▶ Task prompt: Go through the records and show each line where the word "headline" occurs.

Saved data entries
----------

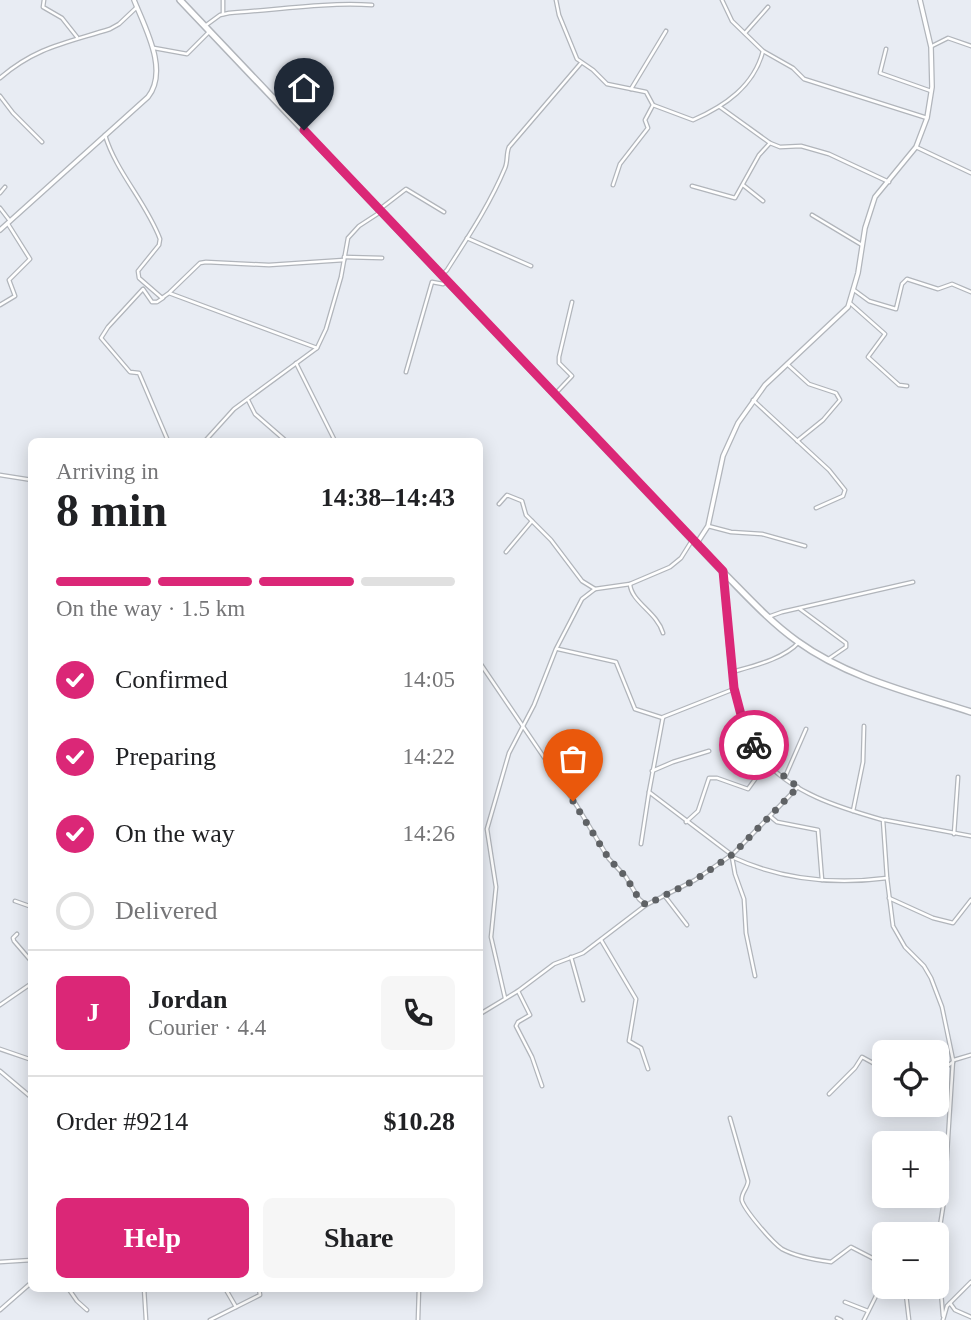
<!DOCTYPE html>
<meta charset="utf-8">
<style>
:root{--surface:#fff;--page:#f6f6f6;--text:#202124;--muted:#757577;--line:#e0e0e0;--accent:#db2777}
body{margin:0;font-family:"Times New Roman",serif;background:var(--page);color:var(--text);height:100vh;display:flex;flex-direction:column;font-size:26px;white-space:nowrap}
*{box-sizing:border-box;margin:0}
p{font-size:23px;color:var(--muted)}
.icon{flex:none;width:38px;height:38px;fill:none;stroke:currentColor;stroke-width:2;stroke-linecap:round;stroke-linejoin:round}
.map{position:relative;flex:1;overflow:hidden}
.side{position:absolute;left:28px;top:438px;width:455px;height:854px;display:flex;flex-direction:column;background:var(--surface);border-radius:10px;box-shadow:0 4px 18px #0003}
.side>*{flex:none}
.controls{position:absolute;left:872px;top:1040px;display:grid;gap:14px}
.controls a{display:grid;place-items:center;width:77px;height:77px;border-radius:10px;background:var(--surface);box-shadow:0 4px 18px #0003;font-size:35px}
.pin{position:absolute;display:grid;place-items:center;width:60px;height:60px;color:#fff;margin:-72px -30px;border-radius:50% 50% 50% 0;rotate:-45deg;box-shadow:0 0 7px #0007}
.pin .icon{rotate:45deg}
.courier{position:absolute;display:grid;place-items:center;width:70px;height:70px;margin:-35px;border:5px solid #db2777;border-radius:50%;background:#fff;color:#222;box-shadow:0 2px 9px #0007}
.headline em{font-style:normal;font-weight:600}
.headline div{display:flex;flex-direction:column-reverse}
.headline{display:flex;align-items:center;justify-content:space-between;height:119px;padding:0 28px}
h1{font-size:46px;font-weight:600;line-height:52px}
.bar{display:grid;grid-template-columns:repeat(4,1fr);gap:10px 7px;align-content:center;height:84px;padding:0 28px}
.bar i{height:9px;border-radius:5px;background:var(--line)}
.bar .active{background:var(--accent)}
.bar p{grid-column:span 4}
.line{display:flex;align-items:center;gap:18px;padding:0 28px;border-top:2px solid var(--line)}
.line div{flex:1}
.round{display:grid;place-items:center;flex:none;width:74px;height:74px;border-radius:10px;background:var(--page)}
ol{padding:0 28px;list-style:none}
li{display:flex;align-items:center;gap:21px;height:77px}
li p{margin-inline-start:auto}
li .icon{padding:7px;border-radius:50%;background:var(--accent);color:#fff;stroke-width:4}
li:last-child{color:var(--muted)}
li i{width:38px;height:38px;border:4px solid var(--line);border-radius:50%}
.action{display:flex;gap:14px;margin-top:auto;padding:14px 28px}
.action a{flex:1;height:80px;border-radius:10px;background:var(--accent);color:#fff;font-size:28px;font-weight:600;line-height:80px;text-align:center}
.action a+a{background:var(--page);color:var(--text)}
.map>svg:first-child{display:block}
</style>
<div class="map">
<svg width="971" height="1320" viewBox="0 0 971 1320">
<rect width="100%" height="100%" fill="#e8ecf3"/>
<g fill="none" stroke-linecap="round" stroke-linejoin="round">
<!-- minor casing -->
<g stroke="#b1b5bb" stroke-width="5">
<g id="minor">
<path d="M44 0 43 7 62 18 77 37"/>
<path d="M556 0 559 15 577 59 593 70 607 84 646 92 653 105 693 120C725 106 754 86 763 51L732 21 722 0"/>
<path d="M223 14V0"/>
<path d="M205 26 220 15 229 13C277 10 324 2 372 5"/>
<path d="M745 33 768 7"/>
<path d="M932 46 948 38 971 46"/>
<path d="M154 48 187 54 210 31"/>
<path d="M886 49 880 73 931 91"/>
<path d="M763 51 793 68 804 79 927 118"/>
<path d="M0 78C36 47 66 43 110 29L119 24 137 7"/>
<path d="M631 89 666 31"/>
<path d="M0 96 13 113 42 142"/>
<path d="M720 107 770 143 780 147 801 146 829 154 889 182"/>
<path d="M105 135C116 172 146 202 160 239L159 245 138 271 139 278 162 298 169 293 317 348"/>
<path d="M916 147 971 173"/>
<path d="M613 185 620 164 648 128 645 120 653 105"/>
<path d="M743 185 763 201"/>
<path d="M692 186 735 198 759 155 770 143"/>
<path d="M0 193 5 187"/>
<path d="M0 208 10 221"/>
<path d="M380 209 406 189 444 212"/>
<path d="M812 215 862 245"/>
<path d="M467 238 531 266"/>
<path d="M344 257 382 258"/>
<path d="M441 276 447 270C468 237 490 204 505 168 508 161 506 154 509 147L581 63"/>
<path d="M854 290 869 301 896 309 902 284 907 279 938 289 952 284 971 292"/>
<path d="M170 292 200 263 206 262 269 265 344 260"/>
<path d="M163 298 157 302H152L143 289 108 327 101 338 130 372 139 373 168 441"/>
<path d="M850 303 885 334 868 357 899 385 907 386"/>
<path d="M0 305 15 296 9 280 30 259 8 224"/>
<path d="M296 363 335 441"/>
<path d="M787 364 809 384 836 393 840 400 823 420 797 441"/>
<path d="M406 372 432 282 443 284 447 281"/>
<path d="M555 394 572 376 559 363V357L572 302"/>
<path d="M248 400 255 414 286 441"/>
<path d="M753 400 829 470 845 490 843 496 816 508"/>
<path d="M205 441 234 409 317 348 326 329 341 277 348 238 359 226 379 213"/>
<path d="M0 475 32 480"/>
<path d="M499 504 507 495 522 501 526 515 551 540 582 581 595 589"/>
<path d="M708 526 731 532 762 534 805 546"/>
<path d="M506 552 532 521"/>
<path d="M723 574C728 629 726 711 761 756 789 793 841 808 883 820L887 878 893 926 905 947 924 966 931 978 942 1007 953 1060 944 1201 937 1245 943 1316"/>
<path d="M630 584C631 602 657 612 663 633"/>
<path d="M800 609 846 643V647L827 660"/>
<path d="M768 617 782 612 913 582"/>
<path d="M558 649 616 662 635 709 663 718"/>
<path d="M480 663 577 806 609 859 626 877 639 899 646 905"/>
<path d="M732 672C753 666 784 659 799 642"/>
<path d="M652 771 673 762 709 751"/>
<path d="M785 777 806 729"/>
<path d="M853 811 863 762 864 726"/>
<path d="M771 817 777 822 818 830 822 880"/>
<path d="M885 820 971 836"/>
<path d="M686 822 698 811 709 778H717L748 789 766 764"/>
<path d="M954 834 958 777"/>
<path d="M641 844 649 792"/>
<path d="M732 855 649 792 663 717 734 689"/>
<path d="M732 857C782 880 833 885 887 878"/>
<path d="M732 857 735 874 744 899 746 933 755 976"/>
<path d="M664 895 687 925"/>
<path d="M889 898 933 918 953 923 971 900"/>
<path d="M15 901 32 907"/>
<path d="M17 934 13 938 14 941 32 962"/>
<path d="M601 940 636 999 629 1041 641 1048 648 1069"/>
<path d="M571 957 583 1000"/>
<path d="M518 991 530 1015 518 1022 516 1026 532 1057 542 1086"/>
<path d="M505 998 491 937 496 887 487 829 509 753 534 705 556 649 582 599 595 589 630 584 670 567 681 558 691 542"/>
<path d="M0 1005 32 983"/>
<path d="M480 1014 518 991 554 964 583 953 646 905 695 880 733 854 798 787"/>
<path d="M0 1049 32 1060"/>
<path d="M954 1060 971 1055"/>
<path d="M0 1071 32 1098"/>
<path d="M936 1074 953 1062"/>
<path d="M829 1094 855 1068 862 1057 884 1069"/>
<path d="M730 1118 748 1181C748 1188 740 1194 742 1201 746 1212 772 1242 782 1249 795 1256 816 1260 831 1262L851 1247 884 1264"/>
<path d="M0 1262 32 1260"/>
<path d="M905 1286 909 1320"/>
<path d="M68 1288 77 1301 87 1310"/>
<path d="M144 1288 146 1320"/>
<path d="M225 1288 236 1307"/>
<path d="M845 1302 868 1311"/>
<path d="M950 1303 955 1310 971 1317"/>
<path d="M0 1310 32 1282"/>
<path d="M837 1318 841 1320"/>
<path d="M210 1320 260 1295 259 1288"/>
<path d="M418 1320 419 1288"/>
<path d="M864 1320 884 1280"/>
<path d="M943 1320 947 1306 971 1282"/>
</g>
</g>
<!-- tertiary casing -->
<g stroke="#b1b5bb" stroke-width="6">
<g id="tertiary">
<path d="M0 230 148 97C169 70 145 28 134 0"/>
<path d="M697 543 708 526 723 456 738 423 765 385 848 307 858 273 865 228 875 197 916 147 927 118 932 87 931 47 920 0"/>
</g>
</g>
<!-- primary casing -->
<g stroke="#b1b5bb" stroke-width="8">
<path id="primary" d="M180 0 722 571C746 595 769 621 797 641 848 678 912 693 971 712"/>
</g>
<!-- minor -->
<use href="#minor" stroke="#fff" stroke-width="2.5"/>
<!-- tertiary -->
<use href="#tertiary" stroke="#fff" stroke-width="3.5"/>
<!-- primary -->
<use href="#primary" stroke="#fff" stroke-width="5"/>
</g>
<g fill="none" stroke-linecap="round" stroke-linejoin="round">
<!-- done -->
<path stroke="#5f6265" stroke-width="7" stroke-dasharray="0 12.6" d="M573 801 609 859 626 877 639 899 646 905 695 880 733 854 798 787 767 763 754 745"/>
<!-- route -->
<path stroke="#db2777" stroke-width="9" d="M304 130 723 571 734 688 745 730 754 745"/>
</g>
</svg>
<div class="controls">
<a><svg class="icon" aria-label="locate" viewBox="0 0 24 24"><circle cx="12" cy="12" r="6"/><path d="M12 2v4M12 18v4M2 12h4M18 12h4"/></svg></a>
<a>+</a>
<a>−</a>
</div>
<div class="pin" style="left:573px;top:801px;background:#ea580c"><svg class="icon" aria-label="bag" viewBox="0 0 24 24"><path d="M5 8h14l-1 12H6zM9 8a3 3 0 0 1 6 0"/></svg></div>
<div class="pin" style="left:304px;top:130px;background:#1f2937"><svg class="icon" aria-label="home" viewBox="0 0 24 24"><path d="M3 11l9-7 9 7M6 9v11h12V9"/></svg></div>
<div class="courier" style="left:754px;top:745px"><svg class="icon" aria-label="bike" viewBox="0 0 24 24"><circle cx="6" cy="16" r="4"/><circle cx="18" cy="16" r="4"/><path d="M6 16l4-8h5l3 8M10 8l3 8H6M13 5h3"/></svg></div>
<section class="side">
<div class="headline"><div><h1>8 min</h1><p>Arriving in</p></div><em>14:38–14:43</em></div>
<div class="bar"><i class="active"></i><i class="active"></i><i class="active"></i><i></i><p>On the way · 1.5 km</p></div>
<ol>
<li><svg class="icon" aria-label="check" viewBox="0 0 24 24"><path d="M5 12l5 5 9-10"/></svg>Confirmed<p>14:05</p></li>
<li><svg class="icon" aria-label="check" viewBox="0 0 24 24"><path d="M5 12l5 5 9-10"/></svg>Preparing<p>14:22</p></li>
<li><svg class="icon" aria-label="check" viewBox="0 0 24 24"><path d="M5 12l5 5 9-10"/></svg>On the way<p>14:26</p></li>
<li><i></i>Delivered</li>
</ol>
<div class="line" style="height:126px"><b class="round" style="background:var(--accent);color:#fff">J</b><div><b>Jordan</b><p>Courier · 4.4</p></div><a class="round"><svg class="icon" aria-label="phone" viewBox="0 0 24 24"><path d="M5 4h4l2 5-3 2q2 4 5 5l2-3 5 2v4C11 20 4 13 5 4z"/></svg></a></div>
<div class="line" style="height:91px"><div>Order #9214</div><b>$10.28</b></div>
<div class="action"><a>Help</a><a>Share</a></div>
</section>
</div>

----------

▶ Solved exercise:
.headline em{font-style:normal;font-weight:600}
.headline div{display:flex;flex-direction:column-reverse}
.headline{display:flex;align-items:center;justify-content:space-between;height:119px;padding:0 28px}
<div class="headline"><div><h1>8 min</h1><p>Arriving in</p></div><em>14:38–14:43</em></div>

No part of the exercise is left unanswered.